Manual testing does not scale. You cannot have a human review every response. But traditional metrics (BLEU, ROUGE) do not capture whether a Torah citation is real or hallucinated.

The solution: use another LLM as a judge, with a specific rubric.

Three approaches:

Pairwise comparison: "Here are two answers. Which one is better?" Simple but only tells you relative quality.

Single answer grading: "Rate this answer from 1 to 5." Quick but subjective without a rubric.

Rubric-guided grading: "Here is what a 5/5 looks like. Here is what a 1/5 looks like. Rate this answer."

Example rubric for a Torah study chatbot:

5/5: Cites 2+ verifiable sources with correct references. Explains the concept clearly. Includes halakhic disclaimer when relevant.
3/5: Cites 1 source correctly. Explanation is adequate but shallow. Disclaimer present.
1/5: Invents a source or cites incorrectly. Explanation is misleading. No disclaimer on a halakhic question.

Combine this with automated metrics (Ragas faithfulness, answer relevancy) for comprehensive evaluation. The LLM judge catches quality issues that metrics miss, and metrics catch consistency issues that a judge might overlook.

5. Relevance gating: know when to say "I don't know"

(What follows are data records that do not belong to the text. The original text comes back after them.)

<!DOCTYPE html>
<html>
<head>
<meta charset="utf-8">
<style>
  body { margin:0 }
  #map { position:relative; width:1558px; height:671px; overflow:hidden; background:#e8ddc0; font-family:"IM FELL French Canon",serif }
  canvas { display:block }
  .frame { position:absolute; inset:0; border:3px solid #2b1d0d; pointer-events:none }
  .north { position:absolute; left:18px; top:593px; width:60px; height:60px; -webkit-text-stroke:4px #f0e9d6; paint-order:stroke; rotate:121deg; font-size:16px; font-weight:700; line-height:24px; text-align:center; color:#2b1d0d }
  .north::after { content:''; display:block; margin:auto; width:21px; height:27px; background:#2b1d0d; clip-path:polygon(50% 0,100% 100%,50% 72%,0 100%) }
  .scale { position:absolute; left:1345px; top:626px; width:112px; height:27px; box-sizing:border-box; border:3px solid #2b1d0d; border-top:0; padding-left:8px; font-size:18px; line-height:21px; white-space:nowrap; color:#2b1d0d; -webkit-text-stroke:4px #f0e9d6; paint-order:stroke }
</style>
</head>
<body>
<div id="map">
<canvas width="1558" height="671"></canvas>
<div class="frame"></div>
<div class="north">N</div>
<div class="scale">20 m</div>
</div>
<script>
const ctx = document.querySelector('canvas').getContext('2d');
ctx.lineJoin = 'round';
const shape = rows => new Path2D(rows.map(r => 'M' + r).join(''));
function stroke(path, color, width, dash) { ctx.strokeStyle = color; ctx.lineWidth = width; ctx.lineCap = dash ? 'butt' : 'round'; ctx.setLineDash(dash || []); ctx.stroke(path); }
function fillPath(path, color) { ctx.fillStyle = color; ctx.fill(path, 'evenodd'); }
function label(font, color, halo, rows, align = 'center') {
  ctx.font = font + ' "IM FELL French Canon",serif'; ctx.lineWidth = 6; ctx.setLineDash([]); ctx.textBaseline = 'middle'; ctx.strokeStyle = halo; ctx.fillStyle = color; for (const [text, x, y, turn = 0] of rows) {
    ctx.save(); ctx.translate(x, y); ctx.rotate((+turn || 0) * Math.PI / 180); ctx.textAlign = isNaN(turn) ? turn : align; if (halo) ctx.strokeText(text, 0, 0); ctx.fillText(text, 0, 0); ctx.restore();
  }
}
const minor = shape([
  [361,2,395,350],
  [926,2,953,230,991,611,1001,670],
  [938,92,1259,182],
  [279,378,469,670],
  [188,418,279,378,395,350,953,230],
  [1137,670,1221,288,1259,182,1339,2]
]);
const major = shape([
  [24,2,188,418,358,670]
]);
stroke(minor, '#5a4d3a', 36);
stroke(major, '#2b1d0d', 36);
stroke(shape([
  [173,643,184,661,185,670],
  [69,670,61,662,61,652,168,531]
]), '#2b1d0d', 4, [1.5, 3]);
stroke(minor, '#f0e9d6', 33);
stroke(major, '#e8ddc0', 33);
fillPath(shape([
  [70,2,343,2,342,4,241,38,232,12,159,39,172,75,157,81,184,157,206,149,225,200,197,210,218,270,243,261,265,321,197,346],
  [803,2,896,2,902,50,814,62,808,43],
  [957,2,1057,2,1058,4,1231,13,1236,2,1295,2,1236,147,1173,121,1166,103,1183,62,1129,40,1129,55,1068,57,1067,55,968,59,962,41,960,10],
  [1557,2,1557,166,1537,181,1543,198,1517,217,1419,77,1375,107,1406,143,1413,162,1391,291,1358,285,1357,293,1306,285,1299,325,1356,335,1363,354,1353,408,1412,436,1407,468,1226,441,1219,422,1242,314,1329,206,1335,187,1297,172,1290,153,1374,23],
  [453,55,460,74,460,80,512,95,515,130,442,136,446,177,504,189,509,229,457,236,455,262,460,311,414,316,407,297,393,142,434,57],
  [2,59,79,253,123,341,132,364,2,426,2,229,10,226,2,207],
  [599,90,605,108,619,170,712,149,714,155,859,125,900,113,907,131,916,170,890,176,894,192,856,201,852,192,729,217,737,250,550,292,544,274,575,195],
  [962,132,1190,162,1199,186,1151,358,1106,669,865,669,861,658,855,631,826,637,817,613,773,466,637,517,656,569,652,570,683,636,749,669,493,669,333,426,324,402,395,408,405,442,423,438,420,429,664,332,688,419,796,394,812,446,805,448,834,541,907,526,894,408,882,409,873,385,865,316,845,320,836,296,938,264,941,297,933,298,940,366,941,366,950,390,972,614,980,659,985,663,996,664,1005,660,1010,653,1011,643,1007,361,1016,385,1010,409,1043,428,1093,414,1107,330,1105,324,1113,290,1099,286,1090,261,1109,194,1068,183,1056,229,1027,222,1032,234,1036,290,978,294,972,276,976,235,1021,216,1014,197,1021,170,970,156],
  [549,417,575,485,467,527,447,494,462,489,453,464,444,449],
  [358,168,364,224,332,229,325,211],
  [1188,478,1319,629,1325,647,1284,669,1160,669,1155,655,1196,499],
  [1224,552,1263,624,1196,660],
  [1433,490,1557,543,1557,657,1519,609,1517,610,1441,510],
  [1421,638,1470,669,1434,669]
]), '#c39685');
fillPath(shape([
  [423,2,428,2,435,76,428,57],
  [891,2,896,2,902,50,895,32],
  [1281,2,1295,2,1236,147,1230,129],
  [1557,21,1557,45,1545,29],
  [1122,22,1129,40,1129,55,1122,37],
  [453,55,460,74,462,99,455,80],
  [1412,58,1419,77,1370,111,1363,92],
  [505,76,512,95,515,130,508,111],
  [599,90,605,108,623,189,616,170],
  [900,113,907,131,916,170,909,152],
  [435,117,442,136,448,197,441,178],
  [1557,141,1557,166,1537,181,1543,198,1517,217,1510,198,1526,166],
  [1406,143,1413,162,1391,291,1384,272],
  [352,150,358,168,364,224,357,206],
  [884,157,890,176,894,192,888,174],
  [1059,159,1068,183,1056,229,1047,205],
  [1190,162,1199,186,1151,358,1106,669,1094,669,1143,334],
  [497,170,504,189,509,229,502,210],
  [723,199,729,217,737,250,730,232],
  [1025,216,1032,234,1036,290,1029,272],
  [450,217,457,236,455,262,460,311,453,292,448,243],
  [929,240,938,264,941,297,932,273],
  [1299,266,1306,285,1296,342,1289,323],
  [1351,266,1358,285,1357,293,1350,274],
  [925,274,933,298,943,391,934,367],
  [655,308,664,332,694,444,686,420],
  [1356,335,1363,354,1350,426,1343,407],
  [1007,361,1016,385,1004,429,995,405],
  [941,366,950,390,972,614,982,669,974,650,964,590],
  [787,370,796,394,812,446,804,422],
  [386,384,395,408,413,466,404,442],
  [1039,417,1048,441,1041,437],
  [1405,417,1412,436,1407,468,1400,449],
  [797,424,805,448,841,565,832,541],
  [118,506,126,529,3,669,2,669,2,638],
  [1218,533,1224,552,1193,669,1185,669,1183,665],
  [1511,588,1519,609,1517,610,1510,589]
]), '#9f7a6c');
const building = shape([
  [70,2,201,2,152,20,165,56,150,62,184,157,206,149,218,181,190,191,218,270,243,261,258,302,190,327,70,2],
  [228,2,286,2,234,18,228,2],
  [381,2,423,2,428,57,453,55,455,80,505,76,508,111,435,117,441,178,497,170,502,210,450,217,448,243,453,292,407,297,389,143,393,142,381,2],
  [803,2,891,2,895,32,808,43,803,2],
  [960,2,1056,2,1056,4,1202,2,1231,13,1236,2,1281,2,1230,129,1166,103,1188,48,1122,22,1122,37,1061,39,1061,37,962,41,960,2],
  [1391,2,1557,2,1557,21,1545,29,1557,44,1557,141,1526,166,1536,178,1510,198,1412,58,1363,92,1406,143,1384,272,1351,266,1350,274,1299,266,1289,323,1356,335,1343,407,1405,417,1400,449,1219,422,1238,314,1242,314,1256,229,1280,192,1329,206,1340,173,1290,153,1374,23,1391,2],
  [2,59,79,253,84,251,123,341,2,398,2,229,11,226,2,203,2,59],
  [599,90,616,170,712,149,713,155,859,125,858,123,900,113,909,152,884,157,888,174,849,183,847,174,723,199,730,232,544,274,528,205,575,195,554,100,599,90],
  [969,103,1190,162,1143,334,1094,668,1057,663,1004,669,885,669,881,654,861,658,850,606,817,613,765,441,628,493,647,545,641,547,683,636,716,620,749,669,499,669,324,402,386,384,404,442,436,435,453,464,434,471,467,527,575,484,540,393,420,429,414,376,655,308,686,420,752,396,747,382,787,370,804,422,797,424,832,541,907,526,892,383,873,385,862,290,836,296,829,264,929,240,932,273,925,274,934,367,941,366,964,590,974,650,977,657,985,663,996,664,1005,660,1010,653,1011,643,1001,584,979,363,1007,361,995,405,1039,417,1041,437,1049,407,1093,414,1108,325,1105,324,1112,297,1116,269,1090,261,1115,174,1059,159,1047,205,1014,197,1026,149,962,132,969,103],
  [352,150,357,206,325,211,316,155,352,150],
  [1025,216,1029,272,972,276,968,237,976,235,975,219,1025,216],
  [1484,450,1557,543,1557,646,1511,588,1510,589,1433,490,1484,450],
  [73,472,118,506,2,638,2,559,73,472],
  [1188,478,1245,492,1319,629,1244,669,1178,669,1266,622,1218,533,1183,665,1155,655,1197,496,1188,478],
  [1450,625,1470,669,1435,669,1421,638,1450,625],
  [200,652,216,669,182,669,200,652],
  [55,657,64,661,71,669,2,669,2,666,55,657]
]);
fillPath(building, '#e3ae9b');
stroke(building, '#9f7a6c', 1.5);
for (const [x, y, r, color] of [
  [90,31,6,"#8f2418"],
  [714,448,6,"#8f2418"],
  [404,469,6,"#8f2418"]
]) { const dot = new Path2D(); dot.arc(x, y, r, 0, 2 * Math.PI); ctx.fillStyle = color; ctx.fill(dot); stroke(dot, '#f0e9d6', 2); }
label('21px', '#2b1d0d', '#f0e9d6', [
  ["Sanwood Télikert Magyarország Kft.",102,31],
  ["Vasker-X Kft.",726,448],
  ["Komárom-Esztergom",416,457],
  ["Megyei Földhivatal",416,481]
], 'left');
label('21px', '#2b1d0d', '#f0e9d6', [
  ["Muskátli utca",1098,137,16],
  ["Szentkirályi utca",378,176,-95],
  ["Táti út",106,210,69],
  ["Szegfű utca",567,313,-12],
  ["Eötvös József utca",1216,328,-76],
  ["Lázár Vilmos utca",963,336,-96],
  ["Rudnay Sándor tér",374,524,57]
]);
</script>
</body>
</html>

The most important technique for sensitive domains (legal, medical, religious texts): check if the retrieved documents are actually relevant before generating an answer.

After reranking, the top document has a score between 0 and 1. If that score is below a threshold (e.g., 0.3), the documents are not relevant enough. Instead of generating from bad context, trigger a fallback.

if top_score >= 0.3:
    generate_answer(sources)  # Good retrieval
else:
    fallback_response()       # Honest + helpful

The fallback should not be "I don't know." It should be helpful:

Acknowledge what was not found
Link to where the user can find it
Suggest related topics that ARE in the database

On sensitive domains, a wrong source is worse than no source. A fabricated Talmud citation is not just an error - it is an offense. Relevance gating ensures you never generate from irrelevant context.

The pattern

These five techniques build on each other:

1. Chain your pipeline -> debug each step
2. Few-shot in prompts -> align output format
3. HyDE for retrieval -> better document matching
4. LLM-as-Judge -> automated quality checks
5. Relevance gating -> never hallucinate from bad context

Start with 1 and 5 (they are the easiest and highest impact). Add 2 when your output format is inconsistent. Add 3 when cross-language or vocabulary mismatch is a problem. Add 4 when you need to scale evaluation beyond manual testing.